Всё это так, и глас народа, по-видимому, не слишком заблуждается в своих окончательных приговорах. И всё же, нельзя рассматривать людей, несущих службу в милиции, как комки пластилина, которые система может как угодно мять и лепить из них всё, что ей заблагорассудится. Ясно, что все они – индивидуальные субъекты, имеющие свою волю, характер, моральные принципы и впитанные в детстве привычки, а потому, хотя на каждого из них действие указанных профессиональных факторов оказывает свое деформирующее личность влияние, результаты воздействия могут оказаться совершенно разными. И мы вряд ли ошибемся, если скажем, что среди милиционеров – точно так же, как и среди инженеров, новоиспеченных фермеров, врачей и канцелярских сотрудников Государственной инспекции по торговле, контролю качества товаров и защите прав потребителей – наверняка, можно найти как откровенных монстров, так и тех представителей милицейского племени, которые как две капли воды схожи с тем тонко чувствующим, мягкосердечным и деликатным субъектом, картинку которого мы совсем недавно признали неправдоподобной и лакирующей действительность.

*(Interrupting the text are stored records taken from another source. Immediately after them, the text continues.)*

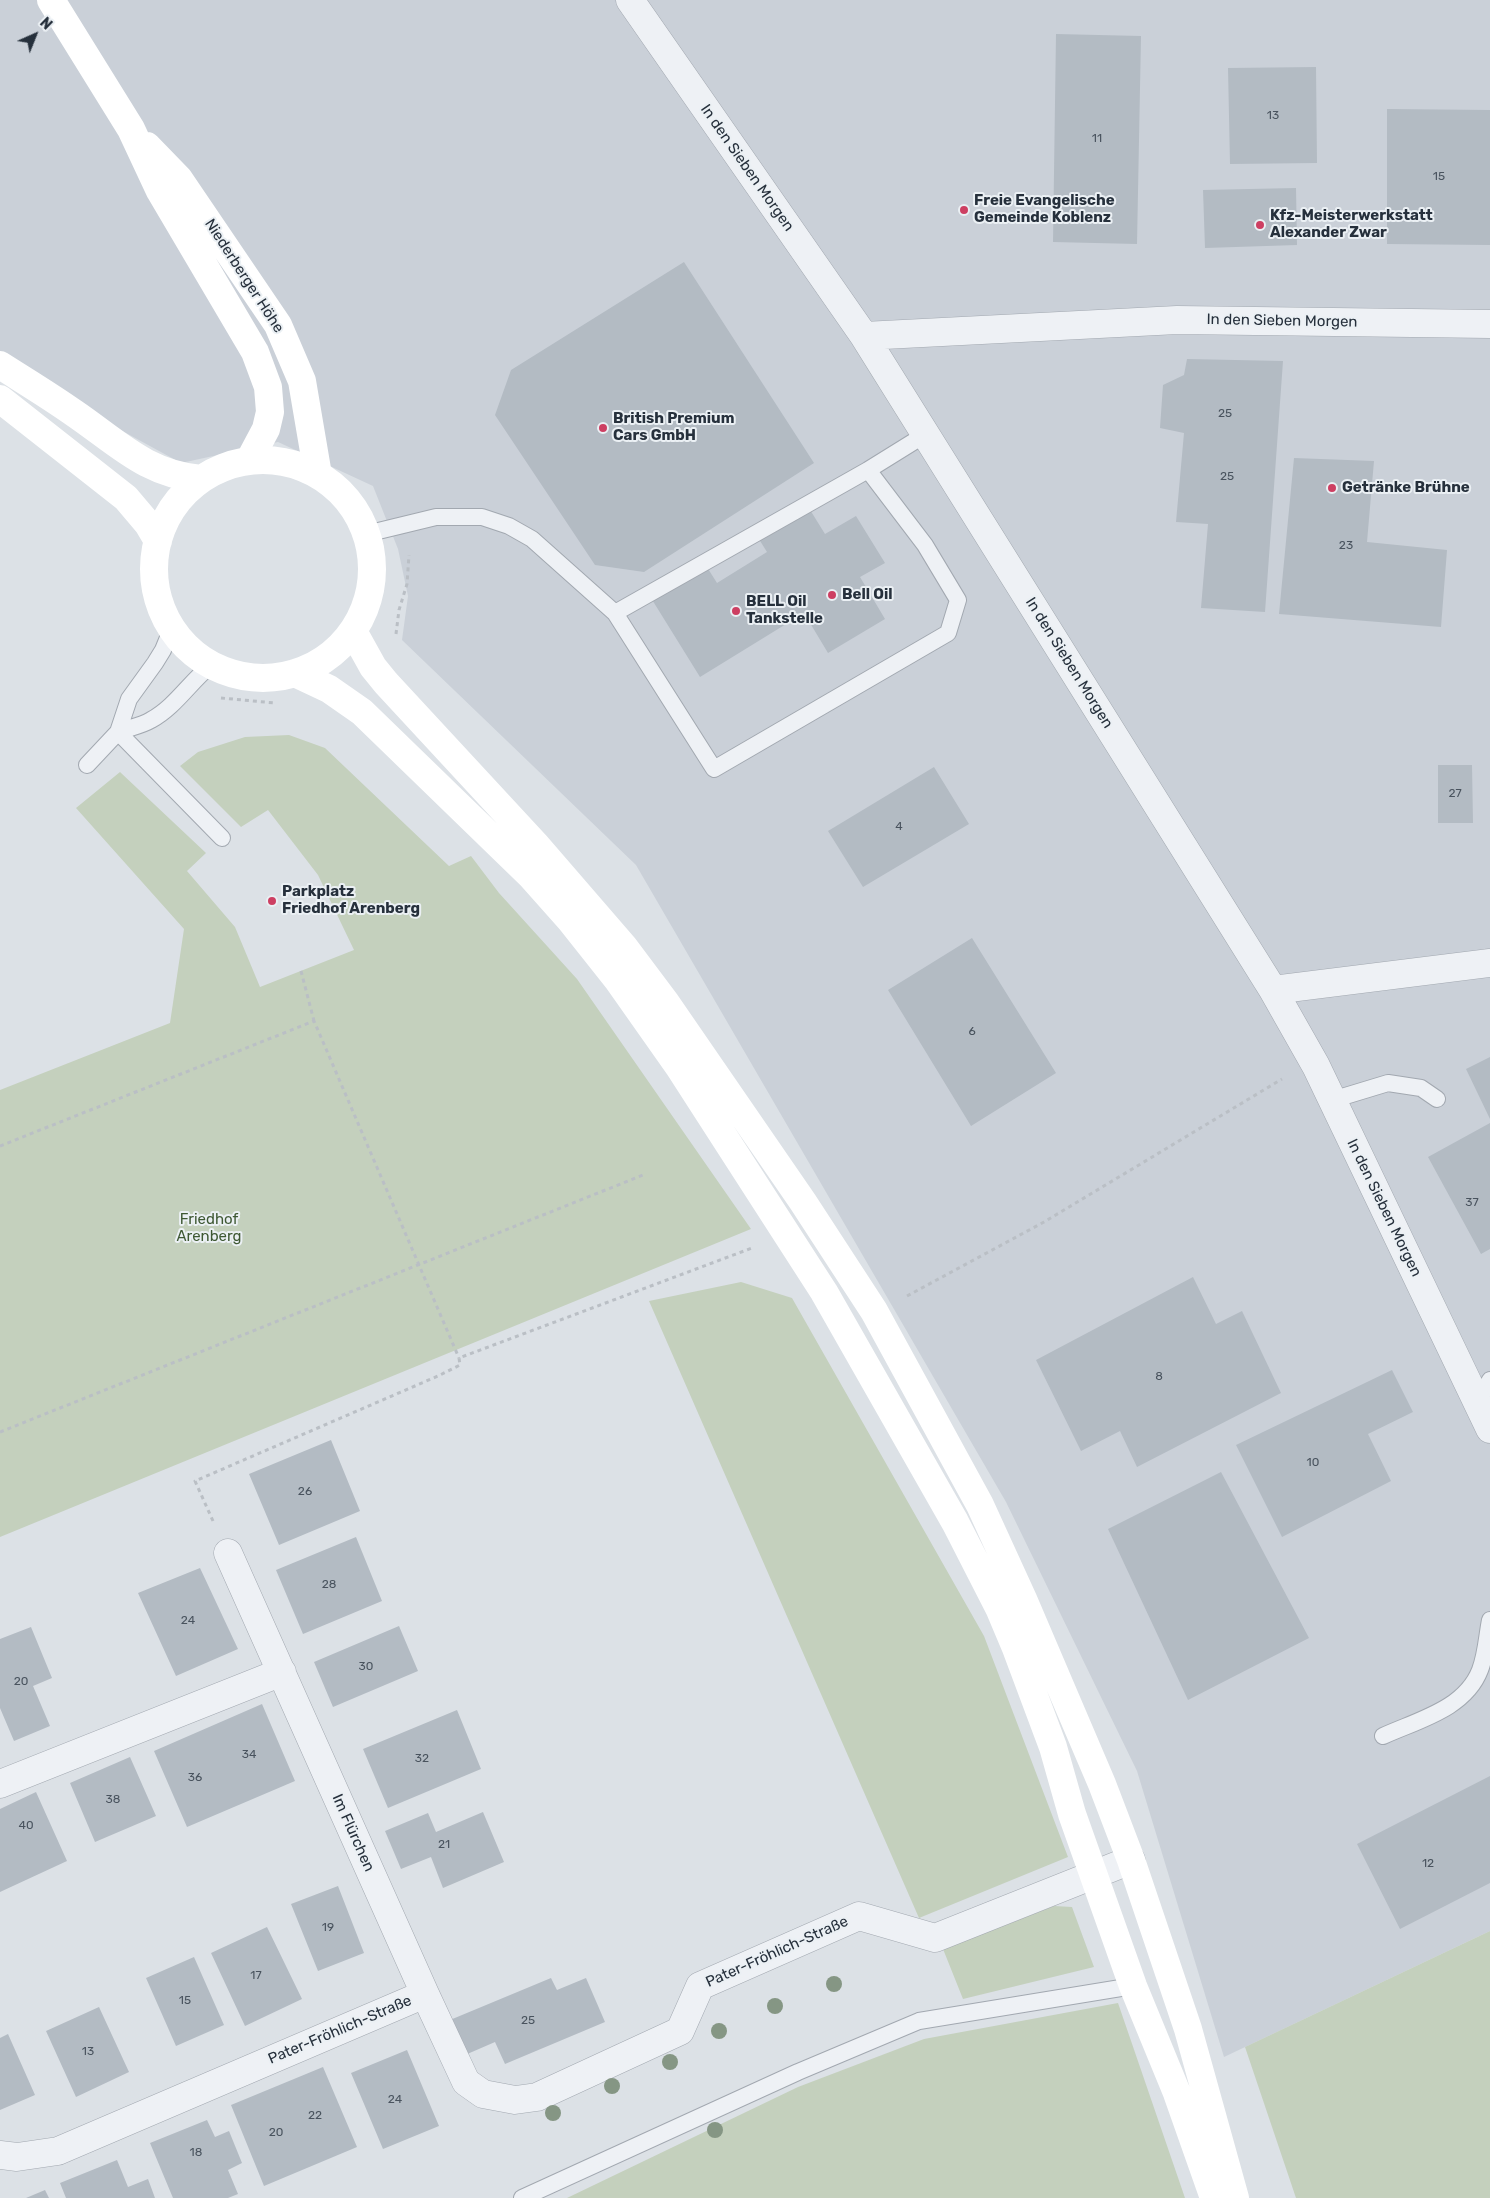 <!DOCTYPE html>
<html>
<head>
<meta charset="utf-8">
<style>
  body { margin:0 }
  #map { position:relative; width:1490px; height:2198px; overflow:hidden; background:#dce1e6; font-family:Rubik,sans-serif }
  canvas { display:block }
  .north { position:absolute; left:10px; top:10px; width:50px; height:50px; -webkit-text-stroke:4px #ebf0f4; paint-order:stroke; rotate:44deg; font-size:14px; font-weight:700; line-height:20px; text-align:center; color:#26303c }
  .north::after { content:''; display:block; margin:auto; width:18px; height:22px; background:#26303c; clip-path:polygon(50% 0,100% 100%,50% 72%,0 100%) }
</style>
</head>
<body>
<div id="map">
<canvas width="1490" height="2198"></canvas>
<div class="north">N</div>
</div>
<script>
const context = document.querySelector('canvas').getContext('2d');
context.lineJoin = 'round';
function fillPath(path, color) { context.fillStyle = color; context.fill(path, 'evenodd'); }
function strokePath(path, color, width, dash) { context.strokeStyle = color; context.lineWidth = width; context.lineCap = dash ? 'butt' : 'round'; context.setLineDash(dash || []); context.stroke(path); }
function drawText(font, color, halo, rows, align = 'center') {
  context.font = font + ' Rubik,sans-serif'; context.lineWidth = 4; context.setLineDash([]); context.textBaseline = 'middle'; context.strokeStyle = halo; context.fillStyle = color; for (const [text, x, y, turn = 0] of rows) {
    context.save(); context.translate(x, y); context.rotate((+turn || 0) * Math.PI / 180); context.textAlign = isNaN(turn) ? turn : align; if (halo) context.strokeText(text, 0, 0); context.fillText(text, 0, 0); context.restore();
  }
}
fillPath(new Path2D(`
  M0,0H1490V1931L1224,2057L1137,1771L1006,1502L636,865L402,640L408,596L398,549L373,486L278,442L181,463L95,416L0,357Z`), '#cad0d8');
fillPath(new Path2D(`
  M289,735L325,748L449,866L471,856L499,893L577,979L751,1229L0,1537V1090L170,1023L184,929L76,808L120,772L206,853L187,871L235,927L260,987L354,950L318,875L268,810L241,827L180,766L198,752L245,737Z
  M741,1282L792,1298L984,1636L1068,1857L919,1918L649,1301Z
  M1054,1906L1072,1907L1094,1967L963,1999L943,1949Z
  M1490,1931V2198H1296L1245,2047Z
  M1118,2003L1185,2198H567L798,2087L924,2039Z`), '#c4d0bd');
fillPath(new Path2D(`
  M1056,34L1141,36L1137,244L1053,242Z
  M1316,67L1317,163L1230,164L1228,68Z
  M1387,109L1490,110V245L1387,244Z
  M1296,188L1297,245L1205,248L1203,190Z
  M684,262L814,463L644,572L595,565L495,415L511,370Z
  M1187,359L1283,361L1265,612L1201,608L1208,524L1176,522L1184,433L1160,428L1163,385L1184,375Z
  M1294,458L1374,461L1367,542L1447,550L1441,627L1279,614Z
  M807,505L825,534L856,516L885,563L860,577L885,619L828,653L804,613L700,677L651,598L705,564L717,583L767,552L757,536Z
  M1438,765H1472L1473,823H1438Z
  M934,767L969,824L863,887L828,831Z
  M972,938L1056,1073L971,1126L888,990Z
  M1490,1057V1119L1466,1069Z
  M1490,1123V1249L1481,1254L1428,1157Z
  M1193,1277L1216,1324L1242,1311L1281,1393L1137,1467L1120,1431L1081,1451L1036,1360Z
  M1392,1370L1413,1412L1368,1434L1391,1481L1282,1537L1236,1445Z
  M331,1440L360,1511L279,1545L249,1474Z
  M1221,1472L1309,1638L1188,1700L1108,1529Z
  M356,1537L382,1601L303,1634L276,1570Z
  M200,1568L238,1649L176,1676L138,1593Z
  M399,1626L418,1671L333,1707L314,1662Z
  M31,1627L52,1678L33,1686L50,1726L14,1741L0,1708V1639Z
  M262,1704L295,1781L187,1827L154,1751Z
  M457,1710L481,1769L388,1808L363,1749Z
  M130,1757L156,1816L95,1842L70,1783Z
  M1490,1776V1883L1400,1929L1357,1844Z
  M36,1792L67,1861L0,1892V1809Z
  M483,1812L504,1862L443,1888L431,1857L401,1869L385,1831L428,1813L436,1832Z
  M338,1886L364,1953L318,1971L291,1904Z
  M267,1927L302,1999L245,2026L211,1953Z
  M194,1957L224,2025L176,2046L146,1978Z
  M551,1978L557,1990L586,1978L605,2022L505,2064L495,2042L465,2055L450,2020Z
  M99,2007L129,2072L76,2097L46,2031Z
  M8,2034L35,2095L0,2110V2038Z
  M407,2050L439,2126L383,2149L351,2073Z
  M323,2067L357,2147L264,2186L231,2105Z
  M207,2120L215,2137L229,2131L242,2163L228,2170L238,2194L228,2198H173L150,2143Z
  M117,2160L128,2187L148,2179L155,2198H66L60,2183Z
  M45,2190L49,2198H26Z`), '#b3bbc3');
const lane = new Path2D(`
  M366,534L436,517H482L509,526L532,539L615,613L868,470L926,434
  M615,613L714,769L948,633L958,600L925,545L868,470
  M118,732L222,838
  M118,732C128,728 141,726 151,720C175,707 190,682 211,665
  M87,765L118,732L129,699L155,663L163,650L172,628
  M1332,1100L1388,1083L1421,1088L1437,1099
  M1477,1402L1490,1380
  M1383,1736C1418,1720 1465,1709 1480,1670C1486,1655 1487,1635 1490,1620
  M522,2198L798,2072L919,2021L1133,1986`);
const street = new Path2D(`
  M630,0L864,336L1273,990L1316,1066L1490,1429
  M864,336L1177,320L1490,324
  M1273,990L1490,963
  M228,1553L425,1994L466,2082L483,2094L515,2100L537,2097L680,2031L700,1986L859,1916L935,1938L1131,1860
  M0,1784L282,1672
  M0,2155L17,2157L58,2151L425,1994`);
strokePath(lane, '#a2a8b0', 18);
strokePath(street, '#a2a8b0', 29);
strokePath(new Path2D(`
  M396,634L399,610L407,584L409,555
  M221,698L275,703
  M301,971L314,1021
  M0,1146L314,1021L459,1358
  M907,1296L1044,1222L1282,1079
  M0,1432L643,1175
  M213,1521L195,1481L438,1376L460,1365L459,1358L752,1248`), '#babfc5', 3, [4, 4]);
strokePath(lane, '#eef1f5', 16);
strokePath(street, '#eef1f5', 28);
strokePath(new Path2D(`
  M51,0L131,129L160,191L255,352L268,387L270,412L266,429L249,461
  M147,146L179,179L278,325L302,381L318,475
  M0,365C25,381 50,396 74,413C118,443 146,474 201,479
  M0,399L126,498L148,524L158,541
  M154 569a109 109 0 1 1 218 0a109 109 0 1 1-218 0Z
  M353,631L373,667L386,683L535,844L624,947L666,1003L803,1202L874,1311L980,1505L1023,1599L1102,1784L1131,1860L1188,2029L1235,2198
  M295,673L329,689L362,712L531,876L571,921L617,979L679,1067L824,1292L955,1522L1000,1610L1016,1648L1053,1747L1072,1814L1133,1986L1177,2093L1214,2198`), '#fff', 28);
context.fillStyle = '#859684';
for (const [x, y] of [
  [834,1984],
  [775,2006],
  [719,2031],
  [670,2062],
  [612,2086],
  [553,2113],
  [715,2130]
]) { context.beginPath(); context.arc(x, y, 8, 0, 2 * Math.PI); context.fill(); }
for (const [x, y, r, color] of [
  [964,210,5,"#cd3f62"],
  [1260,225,5,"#cd3f62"],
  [603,428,5,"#cd3f62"],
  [1332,488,5,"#cd3f62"],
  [832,595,5,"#cd3f62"],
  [736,611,5,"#cd3f62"],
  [272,901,5,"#cd3f62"]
]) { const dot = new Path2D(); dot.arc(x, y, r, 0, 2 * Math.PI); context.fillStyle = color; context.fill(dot); strokePath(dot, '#ebf0f4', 2); }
drawText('12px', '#49535e', null, [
  ["13",1273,116],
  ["11",1097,139],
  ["15",1439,177],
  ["25",1225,414],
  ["25",1227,477],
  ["23",1346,546],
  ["27",1455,794],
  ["4",899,827],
  ["6",972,1032],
  ["37",1472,1203],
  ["8",1159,1377],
  ["10",1313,1463],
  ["26",305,1492],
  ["28",329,1585],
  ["24",188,1621],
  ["30",366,1667],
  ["20",21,1682],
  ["34",249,1755],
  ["32",422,1759],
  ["36",195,1778],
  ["38",113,1800],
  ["40",26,1826],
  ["21",444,1845],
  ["12",1428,1864],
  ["19",328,1928],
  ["17",256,1976],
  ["15",185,2001],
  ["25",528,2021],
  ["13",88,2052],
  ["24",395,2100],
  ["22",315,2116],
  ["20",276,2133],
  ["18",196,2153]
]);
drawText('15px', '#26303c', '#ebf0f4', [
  ["In den Sieben Morgen",747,168,55],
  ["Niederberger Höhe",244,276,57],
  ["In den Sieben Morgen",1282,321,1],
  ["In den Sieben Morgen",1069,663,58],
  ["In den Sieben Morgen",1384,1208,64],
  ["Im Flürchen",353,1833,66],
  ["Pater-Fröhlich-Straße",777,1952,-24],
  ["Pater-Fröhlich-Straße",340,2030,-23]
]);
drawText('bold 15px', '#26303c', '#ebf0f4', [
  ["Freie Evangelische",974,201],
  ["Gemeinde Koblenz",974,218],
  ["Kfz-Meisterwerkstatt",1270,216],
  ["Alexander Zwar",1270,233],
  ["British Premium",613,419],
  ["Cars GmbH",613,436],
  ["Getränke Brühne",1342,488],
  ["Bell Oil",842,595],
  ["BELL Oil",746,602],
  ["Tankstelle",746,619],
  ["Parkplatz",282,892],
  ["Friedhof Arenberg",282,909]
], 'left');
drawText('15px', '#3e5833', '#ebf0f4', [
  ["Friedhof",209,1220],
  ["Arenberg",209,1237]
]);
</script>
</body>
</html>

И более того, если внимательно разобраться, в каждом милиционере можно найти что-то человеческое, что-то присущее нам всем (не милиционерам) – как в положительном, так и в отрицательном смысле.

Так вот. После такой преамбулы (призванной, по мнению автора, послужить теоретическим обоснованием правдоподобности описываемых обстоятельств) мы можем вернуться к уже начатому рассказу. Закончив с формальным осмотром помещений, командовавший приехавшими милиционерами усач (теперь ему придется носить усы на протяжении всего романа, если только автору не придет в голову, что он должен их сбрить) предложил опечаленной Анне Леонидовне свозить ее на осмотр к врачу. Нет-нет, никаких принудительных освидетельствований, об этом и речи быть не может. Просто – вы же сами видите – что-то с вашим… зрением не в порядке. Лучше бы показаться медикам – посоветоваться со специалистами. Как к этому отнеслась вахтер и что она при этом думала, мы не знаем – она на эту тему не распространялась, – но внешне она никак не выразила своего согласия или несогласия. Со стороны всё выглядело так, как если бы она сама не знала, что ей делать, и готова была подчиниться любой чужой воле, обещающей ей выход из тупика, в котором она оказалась.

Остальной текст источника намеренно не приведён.